CLACH A MHAIL, ARDLAIR.

From the Fox Point to a burn a mile further up, the estate of Mr Osgood H. Mackenzie abuts on the loch; then commences the property of Mrs Liot Bankes. The scrubby wood on the hill side sloping to the loch is called An Fhridh dhorch, or "the dark forest." The sheep have been removed from this ground, so the wood here will now have a chance of growing. As the steamer emerges from the comparatively narrow part of Loch Maree the new mansion-house of Ardlair (Mrs Liot Bankes) comes in view, situated in natural pleasure grounds of peculiar beauty. The charms of this place, embracing sloping lawns, shady glades, dense thickets, graceful trees, masses of grey rock, and a shingly beach, edged by a belt of feathery wood, the whole reposing at the foot of magnificent precipices, seem to constitute a sort of garden of the Hesperides, and fully justify the title bestowed on the spot by a Scotch poet, who truly called it "the sweet Ardlair." The name Ardlair signifies "the mare's height." It is derived from a stone, rather like a horse's head, which stands in the loch a few yards to the south of the pier below the house.

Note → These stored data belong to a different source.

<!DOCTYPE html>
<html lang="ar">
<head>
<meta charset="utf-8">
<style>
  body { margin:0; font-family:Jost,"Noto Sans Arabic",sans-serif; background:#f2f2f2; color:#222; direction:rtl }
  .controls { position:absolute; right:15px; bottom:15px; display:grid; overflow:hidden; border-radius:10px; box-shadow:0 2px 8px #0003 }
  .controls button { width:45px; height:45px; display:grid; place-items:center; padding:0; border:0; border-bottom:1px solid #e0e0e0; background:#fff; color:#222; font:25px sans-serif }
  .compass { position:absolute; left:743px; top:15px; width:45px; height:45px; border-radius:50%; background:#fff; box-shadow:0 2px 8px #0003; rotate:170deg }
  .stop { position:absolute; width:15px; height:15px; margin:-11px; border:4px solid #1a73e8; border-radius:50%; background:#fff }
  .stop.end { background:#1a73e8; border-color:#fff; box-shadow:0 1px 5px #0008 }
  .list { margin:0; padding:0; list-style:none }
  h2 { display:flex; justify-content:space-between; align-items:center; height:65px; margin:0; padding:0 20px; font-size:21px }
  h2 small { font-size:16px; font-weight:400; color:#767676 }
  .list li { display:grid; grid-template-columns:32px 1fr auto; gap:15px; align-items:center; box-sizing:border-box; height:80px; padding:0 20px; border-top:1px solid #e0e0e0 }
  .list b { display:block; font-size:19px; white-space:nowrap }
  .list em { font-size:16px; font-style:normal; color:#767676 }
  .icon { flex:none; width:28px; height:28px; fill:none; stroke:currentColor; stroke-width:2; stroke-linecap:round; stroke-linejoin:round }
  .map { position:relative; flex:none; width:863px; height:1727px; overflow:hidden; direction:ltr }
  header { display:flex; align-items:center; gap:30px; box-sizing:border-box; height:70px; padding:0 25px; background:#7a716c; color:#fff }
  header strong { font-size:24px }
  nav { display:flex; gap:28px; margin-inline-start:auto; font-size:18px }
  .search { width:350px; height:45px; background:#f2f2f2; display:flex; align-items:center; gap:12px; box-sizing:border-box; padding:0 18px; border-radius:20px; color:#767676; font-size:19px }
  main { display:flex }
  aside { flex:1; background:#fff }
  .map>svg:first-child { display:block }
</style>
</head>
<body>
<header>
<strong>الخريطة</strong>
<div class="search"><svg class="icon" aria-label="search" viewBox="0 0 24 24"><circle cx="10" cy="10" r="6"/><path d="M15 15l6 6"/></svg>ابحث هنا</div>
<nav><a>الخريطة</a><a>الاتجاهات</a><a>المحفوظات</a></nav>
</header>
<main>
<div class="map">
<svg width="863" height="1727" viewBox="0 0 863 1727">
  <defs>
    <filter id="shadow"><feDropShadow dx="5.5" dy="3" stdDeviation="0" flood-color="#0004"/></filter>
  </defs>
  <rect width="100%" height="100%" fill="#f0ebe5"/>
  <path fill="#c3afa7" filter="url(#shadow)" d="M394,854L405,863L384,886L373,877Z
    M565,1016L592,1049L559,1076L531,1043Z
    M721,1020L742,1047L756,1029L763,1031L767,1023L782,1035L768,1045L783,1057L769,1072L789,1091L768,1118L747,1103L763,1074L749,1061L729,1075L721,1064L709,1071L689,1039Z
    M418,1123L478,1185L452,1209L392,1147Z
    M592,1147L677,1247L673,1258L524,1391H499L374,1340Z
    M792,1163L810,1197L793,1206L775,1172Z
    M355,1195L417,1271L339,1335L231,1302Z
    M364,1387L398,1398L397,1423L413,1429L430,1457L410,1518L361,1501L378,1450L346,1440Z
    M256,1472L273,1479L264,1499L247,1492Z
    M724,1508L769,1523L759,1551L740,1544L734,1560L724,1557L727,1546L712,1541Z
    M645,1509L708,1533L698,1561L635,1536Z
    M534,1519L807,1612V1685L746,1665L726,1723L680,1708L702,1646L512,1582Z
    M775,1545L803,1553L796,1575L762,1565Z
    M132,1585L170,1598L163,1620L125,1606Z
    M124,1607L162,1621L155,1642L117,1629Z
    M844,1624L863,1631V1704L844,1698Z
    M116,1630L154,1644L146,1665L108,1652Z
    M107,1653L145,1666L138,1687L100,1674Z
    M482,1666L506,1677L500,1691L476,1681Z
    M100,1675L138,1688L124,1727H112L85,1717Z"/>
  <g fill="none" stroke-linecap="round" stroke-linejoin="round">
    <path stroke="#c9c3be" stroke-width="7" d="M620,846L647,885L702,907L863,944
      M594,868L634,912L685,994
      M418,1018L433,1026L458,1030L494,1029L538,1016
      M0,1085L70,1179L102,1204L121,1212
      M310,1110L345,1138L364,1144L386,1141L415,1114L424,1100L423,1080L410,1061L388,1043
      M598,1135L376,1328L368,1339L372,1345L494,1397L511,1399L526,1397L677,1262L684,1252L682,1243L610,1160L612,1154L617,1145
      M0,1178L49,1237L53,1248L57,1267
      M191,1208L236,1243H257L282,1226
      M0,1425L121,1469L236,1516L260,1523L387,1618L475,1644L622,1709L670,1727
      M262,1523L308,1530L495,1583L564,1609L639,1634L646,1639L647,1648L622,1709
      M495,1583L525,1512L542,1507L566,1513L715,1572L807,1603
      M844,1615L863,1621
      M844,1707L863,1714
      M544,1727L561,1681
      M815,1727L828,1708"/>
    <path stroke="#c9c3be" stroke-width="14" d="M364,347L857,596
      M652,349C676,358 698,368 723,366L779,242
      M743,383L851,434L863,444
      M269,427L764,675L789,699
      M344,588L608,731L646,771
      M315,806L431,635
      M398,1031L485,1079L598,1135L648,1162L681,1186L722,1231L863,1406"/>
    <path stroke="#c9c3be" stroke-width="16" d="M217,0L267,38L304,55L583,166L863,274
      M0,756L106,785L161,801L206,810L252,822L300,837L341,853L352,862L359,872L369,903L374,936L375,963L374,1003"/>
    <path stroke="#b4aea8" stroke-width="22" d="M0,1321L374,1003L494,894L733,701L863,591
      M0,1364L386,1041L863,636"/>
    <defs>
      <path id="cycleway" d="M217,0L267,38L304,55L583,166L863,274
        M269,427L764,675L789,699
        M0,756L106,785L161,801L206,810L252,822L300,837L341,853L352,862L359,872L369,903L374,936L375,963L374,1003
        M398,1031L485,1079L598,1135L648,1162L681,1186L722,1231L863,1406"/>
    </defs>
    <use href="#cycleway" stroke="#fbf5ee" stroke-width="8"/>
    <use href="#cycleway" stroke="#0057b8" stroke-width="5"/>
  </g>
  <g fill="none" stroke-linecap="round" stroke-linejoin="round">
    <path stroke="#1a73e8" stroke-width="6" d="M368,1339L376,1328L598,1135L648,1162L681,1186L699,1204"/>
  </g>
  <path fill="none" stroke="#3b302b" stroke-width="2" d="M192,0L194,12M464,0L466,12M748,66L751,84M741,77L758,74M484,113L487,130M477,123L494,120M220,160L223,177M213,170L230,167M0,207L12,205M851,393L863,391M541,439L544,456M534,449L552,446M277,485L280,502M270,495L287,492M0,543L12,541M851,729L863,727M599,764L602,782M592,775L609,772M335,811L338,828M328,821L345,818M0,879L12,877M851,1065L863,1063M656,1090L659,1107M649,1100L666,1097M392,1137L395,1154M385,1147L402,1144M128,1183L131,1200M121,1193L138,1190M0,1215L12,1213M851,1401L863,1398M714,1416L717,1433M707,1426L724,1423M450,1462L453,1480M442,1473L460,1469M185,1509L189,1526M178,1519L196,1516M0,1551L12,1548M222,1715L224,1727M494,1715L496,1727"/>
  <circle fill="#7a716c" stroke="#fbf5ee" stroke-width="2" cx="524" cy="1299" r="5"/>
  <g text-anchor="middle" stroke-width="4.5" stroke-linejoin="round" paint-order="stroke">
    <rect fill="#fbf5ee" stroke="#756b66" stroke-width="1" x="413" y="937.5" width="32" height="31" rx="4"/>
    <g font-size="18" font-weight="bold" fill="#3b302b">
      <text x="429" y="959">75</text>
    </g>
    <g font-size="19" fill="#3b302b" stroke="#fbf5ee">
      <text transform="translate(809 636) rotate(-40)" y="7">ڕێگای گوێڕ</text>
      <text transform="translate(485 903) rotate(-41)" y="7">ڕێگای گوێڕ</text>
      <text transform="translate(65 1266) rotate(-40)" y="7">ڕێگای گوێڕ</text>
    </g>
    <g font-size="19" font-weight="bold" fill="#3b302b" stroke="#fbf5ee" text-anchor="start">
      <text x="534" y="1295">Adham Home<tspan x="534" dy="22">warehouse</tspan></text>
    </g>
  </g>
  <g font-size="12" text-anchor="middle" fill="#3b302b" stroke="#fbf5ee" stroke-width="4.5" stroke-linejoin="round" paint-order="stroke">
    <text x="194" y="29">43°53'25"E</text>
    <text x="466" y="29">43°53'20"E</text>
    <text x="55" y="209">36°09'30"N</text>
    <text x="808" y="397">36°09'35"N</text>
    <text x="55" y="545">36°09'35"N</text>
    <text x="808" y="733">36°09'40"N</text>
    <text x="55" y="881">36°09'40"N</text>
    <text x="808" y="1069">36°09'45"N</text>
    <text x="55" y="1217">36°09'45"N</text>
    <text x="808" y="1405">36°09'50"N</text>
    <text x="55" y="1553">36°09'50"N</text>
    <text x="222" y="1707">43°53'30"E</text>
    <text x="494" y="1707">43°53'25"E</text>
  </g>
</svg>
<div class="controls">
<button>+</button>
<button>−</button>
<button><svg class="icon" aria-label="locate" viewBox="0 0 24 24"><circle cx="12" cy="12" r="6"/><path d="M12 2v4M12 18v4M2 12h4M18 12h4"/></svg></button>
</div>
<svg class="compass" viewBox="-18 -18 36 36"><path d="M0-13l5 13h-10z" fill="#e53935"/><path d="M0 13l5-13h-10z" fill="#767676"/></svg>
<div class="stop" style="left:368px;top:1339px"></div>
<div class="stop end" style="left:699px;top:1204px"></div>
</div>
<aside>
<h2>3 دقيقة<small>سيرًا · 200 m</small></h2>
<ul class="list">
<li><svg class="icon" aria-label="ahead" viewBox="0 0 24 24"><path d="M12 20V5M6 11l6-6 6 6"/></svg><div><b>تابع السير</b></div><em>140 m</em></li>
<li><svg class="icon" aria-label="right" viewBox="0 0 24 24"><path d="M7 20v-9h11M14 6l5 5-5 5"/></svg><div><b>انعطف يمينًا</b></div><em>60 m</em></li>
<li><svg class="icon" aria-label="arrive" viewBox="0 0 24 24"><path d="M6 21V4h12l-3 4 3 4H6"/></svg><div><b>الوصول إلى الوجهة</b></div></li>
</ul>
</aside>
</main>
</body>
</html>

A little past the cultivated land, to the east of the house of Ardlair, is the "Cave of the king's son" ([Part I., chap. iv.]); near it is the stone still called the "Minister's stone" (see [illustration, page 81]), where tradition has it that the Rev. Farquhar MacRae ([Appendix A]) used to preach.

UAMH A MHAIL, ARDLAIR.

Beyond the woods of Ardlair may be seen a large boulder on the beach, called Clach a Mhail, or "the stone of rent or tribute" (see [illustration]), at which the proprietor of the Letterewe estate used to gather his rents, and where a whisky market used to be held. A small cave a little above, called Uamh a Mhail (see [illustration]), was used by the proprietor if the weather were too stormy for his business to be conducted at the stone. Further on is a long bluish-looking point called Rudha Chailleach, or "the old woman's (or witch's) point," where it is supposed women accused of witchcraft used to be ducked, or more probably drowned.

On the side of Beinn Aridh Charr, about half way up above Rudha Chailleach, is a conspicuous mass of quartz, called the "White horse." Its shape justifies the name.

Our notes on the islands, among which the steamer passes when opposite Rudha Chailleach, shall be deferred until the return journey.

An enormous rock, or rather lump of rocks, on the southern shoulder of Beinn Aridh Charr rises (just beyond Rudha Chailleach) to the height of 1000 feet. It consists of a number of large rounded masses of stone descending sheer into the waters of the loch, and is called Craig Thairbh, or the "Bull Rock," from a detached stone in the water at the base of the rock supposed to resemble in shape a bull. After passing the Bull Rock the shores of the loch are more or less wooded for a distance of some four or five miles.